Se durante os primeiros quarenta anos de sua existência o cristianismo se dividiu basicamente entre judeus e gentios nos próximos séculos as divisões internas do cristianismo se multiplicaram em proporções inimagináveis para os cristãos do primeiro século. De acordo com Jhonson, isso se deveu principalmente devido à vocação de atrair os diferentes grupos sociais e culturais contido dentro da ideologia cristã.

A existência desses diferentes grupos sócio - culturais no interior do cristianismo levou a um problema que tem desafiado a Igreja ao longo dos séculos. Os diferentes grupos de cristãos, preocupados em buscar uma resposta racional a sua fé encontravam diferentes alternativas para explicar a verdade. A acomodação dessas diferentes idéias e a formação de um sistema teológico e ideológico próprio foi o segundo desafio da Igreja.

Para responder a esse desafio a Igreja se preocupou em instituir um cânone dos escritos cristãos bem como em estabelecer uma hierarquização mais complexa em seu interior. Tanto o cânone quanto a hierarquização da Igreja estavam ligados a um fator, a origem apostólica.

Dessa forma a Igreja estabeleceu que apenas documentos escritos pelos apóstolos originais ou a alguém diretamente ligados a esses teriam valor normativo nas questões religiosas ou teológicas. Quanto à supremacia das diferentes congregações, seriam considerados importantes aqueles que tivessem sido originalmente dirigidas por um dos primeiros vultos cristãos. Segundo essa idéia, esses apóstolos que haviam recebido autoridade diretamente de Cristo ao lhe impor as mãos transferiram esse poder aos seus sucessores graças à transmissão feita através do mesmo rito.

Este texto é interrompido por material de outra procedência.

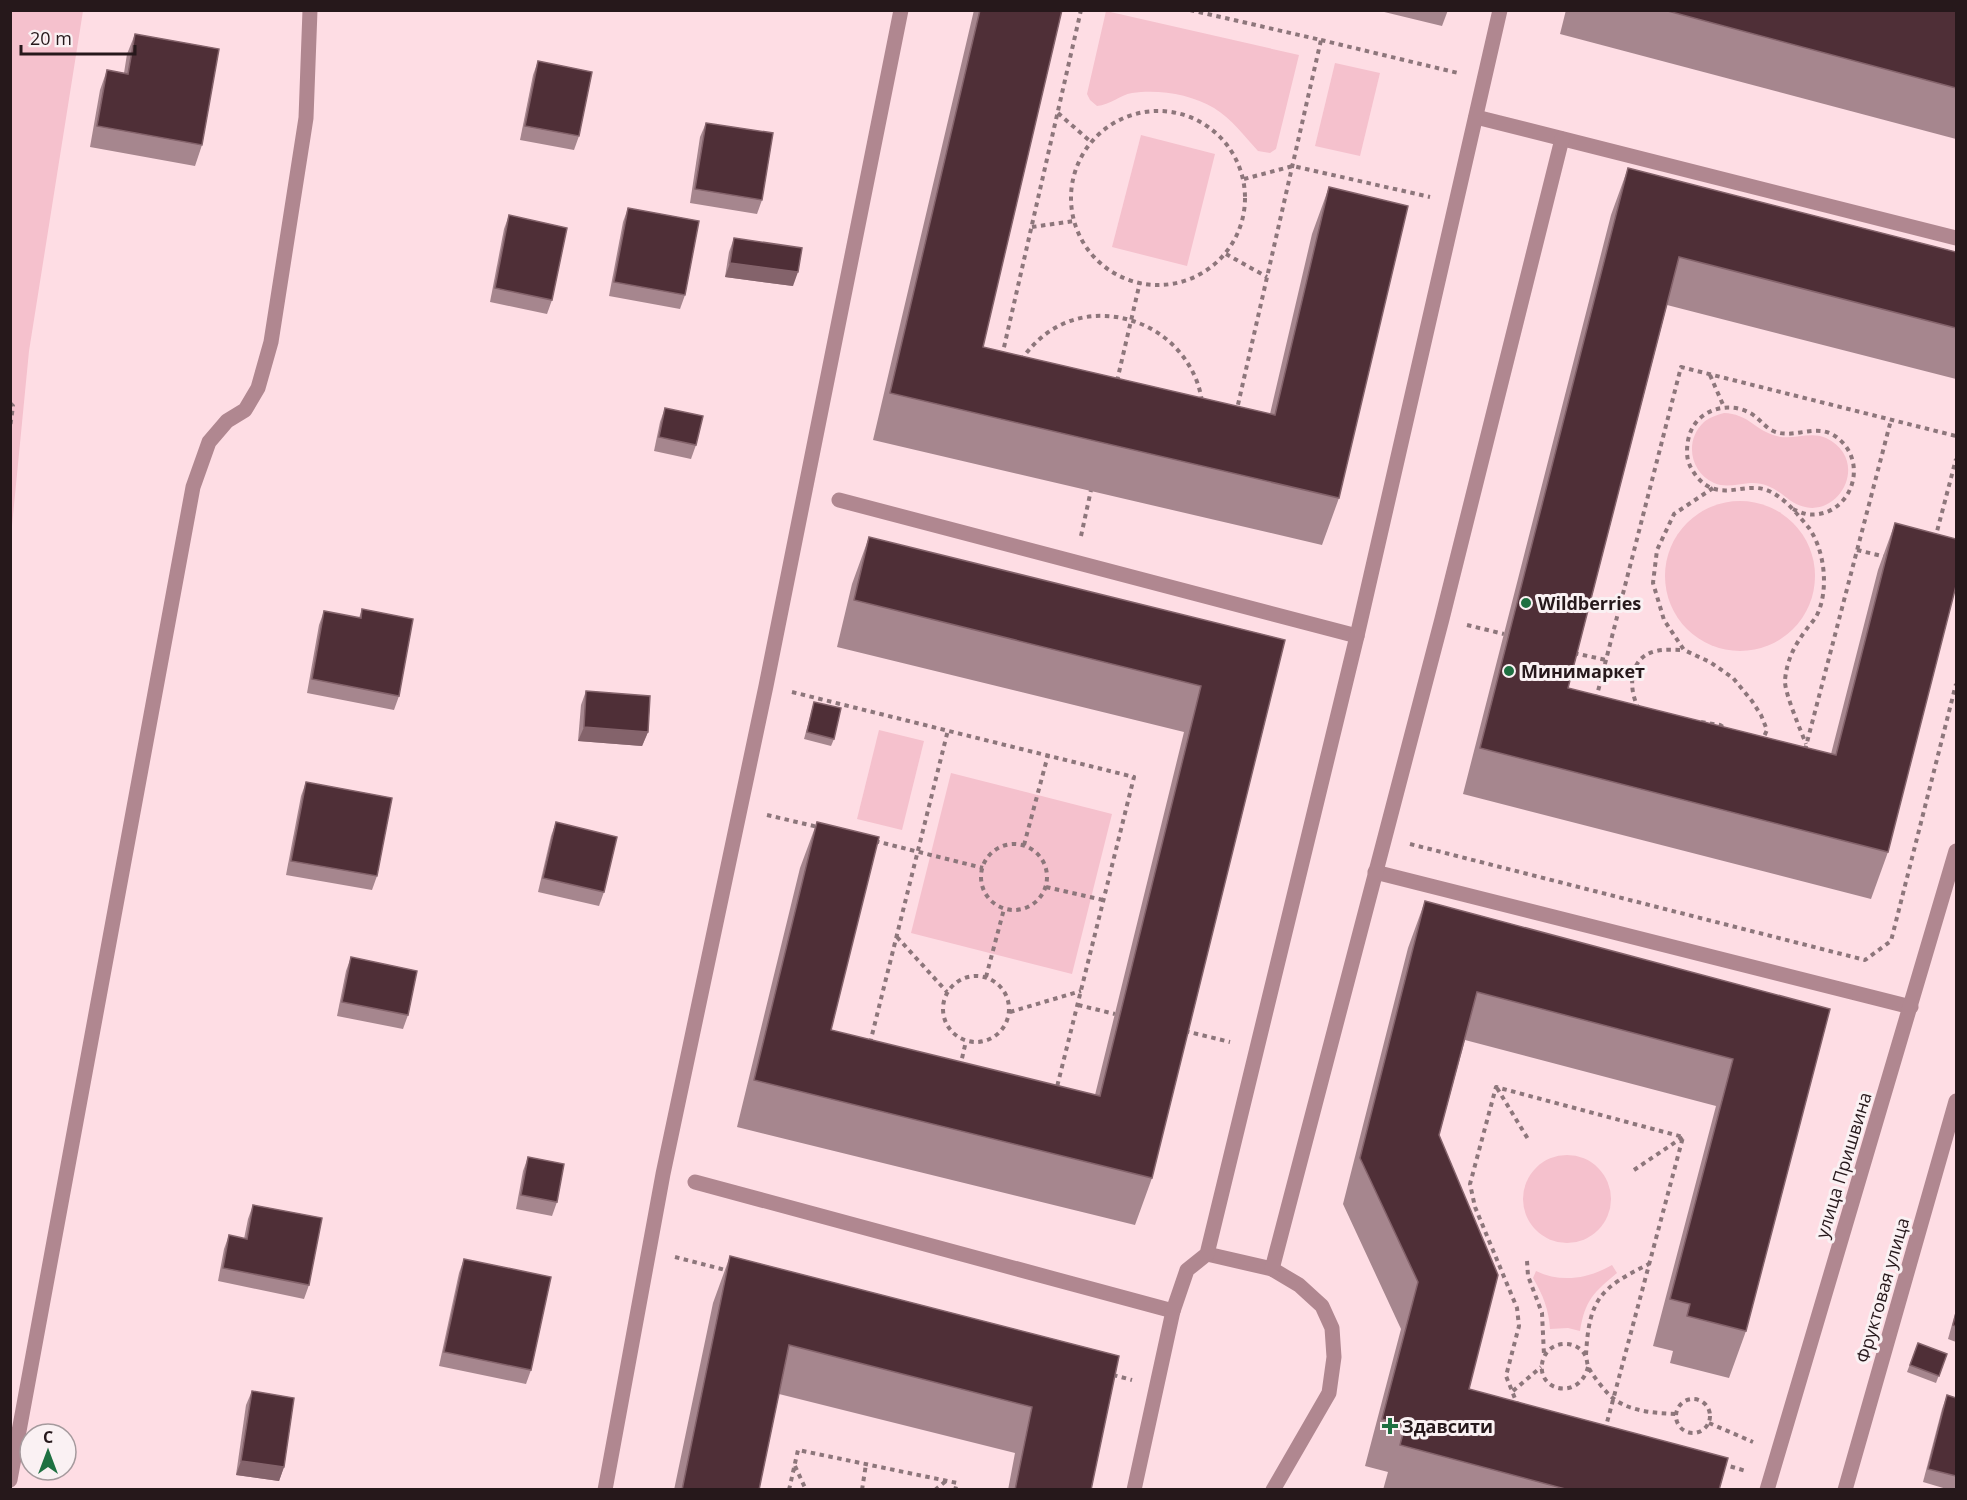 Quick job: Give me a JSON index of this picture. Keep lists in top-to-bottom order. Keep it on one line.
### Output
{"streets":{"street":["улица Пришвина","Фруктовая улица"]},"places":{"other":["Wildberries","Минимаркет"],"health":["Здавсити"]},"scale_bar":"20 m","north":"top"} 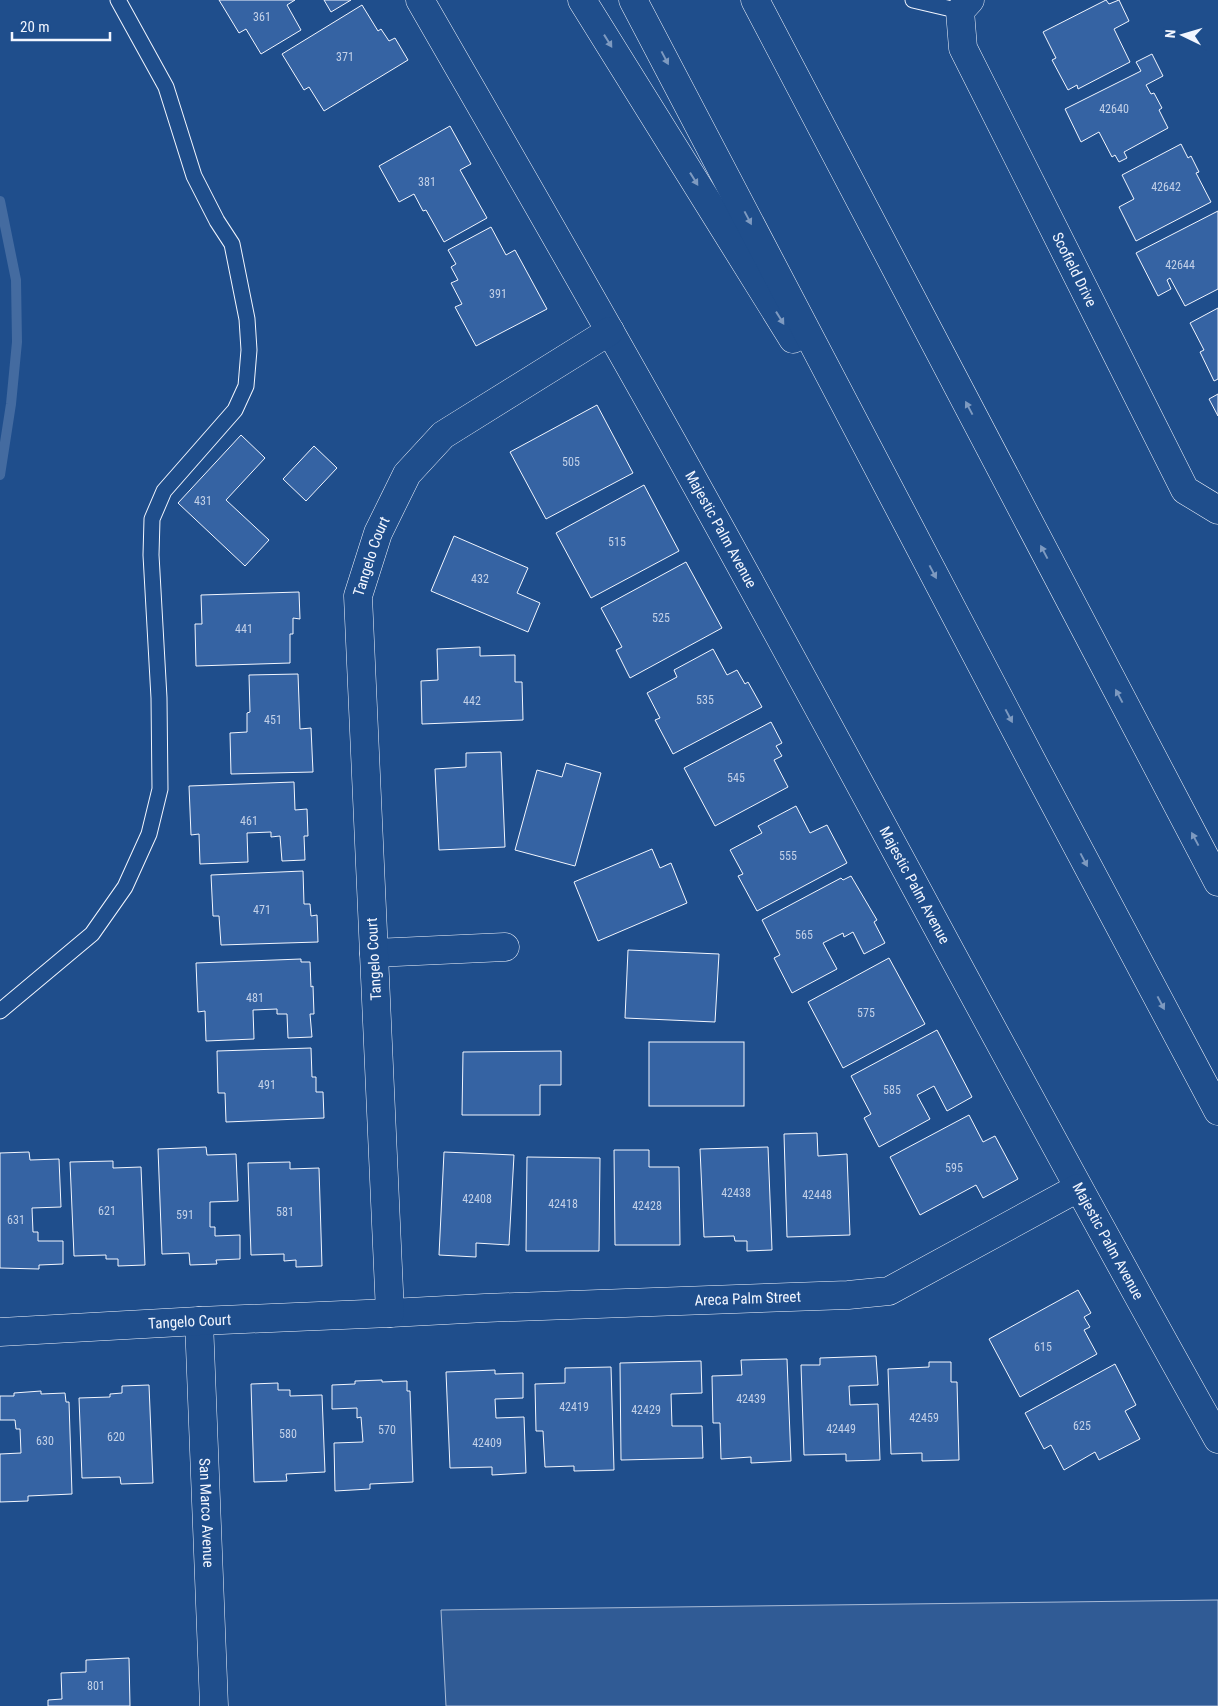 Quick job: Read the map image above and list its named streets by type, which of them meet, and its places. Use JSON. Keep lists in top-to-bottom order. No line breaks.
{"streets":{"main road":["Scofield Drive","Majestic Palm Avenue","Tangelo Court","Areca Palm Street","San Marco Avenue"]},"crossings":[["Majestic Palm Avenue","Tangelo Court"],["Majestic Palm Avenue","Areca Palm Street"],["Tangelo Court","Areca Palm Street"],["Tangelo Court","San Marco Avenue"]],"house_numbers":["361","371","42640","381","42642","42644","391","505","431","515","432","525","441","535","442","451","545","461","555","471","565","481","575","491","585","595","42438","42448","42408","42418","42428","621","581","591","631","615","42439","42419","42429","42459","625","42449","570","580","620","630","42409","801"],"scale_bar":"20 m","north":"left"}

O surgimento e existência de novas heresias durante os primeiros séculos do cristianismo foi um poderoso fator na criação de um cânon ortodoxo, bem como da progressiva hierarquização da Igreja. Esse processo de hierarquização se completou com a oficialização do cristianismo no início do século IV por parte do imperador Constantino.

Constantino se tornou imperador no início do século quatro, após derrotar Majêncio na ponte do rio Mílvio e no ano 313 juntamente com seu co-imperador Licínio tornou a religião cristã oficial dentro do Império Romano. Esse ato pode ser considerado como a conseqüência lógica de um processo que vinha se desenvolvendo desde a metade do século III. Nesse momento os cristãos eram um grupo numeroso e ao mesmo tempo muito bem organizado. Eram muito mais homogêneos em suas práticas e posições diante do Império. O cristianismo, nesse período se tratava de uma opção universalista à antiga e decadente religião civil romana. Nesse momento o velho Império tinha de tomar uma decisão: exterminá-la ou oficializá-la. Constantino optou por seguir o segundo caminho.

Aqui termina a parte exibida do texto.